----- RECORDS FOR THIS EXERCISE
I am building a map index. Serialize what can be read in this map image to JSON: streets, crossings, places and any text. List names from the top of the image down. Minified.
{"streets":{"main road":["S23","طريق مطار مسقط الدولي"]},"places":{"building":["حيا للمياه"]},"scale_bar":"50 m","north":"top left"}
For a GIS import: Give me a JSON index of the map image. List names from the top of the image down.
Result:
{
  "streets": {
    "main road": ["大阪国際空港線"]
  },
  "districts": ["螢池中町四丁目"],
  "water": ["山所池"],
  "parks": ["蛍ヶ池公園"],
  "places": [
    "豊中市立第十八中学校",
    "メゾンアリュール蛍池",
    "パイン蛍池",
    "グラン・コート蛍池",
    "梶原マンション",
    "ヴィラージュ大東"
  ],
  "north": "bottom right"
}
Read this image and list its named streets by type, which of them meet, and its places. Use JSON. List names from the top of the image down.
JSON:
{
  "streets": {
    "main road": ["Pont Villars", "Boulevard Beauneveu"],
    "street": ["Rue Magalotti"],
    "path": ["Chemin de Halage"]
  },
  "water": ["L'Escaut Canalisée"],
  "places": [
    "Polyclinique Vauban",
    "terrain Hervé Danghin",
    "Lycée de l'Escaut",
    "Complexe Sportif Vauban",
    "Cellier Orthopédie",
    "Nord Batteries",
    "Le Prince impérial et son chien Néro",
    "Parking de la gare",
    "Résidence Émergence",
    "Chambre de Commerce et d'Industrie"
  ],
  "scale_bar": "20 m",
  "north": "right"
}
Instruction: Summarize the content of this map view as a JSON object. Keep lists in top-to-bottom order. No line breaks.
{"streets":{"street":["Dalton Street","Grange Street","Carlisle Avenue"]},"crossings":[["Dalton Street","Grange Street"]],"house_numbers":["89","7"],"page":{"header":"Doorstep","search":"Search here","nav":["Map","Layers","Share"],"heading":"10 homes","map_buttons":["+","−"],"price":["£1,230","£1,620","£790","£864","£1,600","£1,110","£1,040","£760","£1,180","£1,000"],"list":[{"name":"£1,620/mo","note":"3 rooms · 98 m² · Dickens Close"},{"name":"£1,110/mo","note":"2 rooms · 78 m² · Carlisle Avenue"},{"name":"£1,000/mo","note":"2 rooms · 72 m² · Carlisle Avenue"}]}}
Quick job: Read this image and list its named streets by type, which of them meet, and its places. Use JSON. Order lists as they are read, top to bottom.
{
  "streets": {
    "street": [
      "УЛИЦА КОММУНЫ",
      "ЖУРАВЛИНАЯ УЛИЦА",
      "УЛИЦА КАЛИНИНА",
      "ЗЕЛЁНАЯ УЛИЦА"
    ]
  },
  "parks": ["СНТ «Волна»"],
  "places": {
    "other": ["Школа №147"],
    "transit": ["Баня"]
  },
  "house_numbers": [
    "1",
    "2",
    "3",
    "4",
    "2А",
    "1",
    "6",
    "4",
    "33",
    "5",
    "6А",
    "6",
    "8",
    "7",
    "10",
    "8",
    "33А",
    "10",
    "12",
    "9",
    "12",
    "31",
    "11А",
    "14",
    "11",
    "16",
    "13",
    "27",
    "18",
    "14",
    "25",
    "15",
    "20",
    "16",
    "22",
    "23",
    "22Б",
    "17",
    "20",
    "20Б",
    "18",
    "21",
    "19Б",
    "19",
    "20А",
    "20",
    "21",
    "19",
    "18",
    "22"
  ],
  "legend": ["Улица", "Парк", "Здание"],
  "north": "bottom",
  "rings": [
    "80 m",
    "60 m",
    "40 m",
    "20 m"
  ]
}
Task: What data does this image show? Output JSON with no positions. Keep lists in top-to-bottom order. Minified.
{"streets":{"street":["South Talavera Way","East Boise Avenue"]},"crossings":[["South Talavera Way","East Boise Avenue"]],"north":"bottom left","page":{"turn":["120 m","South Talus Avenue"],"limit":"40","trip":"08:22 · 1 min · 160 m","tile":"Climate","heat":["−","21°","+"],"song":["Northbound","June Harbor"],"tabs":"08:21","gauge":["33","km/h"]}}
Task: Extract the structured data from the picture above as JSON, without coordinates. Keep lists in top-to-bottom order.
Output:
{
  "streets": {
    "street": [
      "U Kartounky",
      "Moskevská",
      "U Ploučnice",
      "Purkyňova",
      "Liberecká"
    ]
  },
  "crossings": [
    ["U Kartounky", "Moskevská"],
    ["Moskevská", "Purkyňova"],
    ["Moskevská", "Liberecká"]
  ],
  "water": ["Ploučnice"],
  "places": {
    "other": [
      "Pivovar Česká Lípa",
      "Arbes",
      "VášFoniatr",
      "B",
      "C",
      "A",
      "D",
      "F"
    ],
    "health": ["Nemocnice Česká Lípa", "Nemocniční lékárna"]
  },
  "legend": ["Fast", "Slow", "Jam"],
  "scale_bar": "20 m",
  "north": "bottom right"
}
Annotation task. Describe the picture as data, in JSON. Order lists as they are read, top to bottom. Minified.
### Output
----------
— WHAT YOU HAVE TO DO —
Show every line of the material above in which "picture" is present.

— WRITTEN SOLUTION —
Task: Extract the structured data from the picture above as JSON, without coordinates. Keep lists in top-to-bottom order.
Annotation task. Describe the picture as data, in JSON. Order lists as they are read, top to bottom. Minified.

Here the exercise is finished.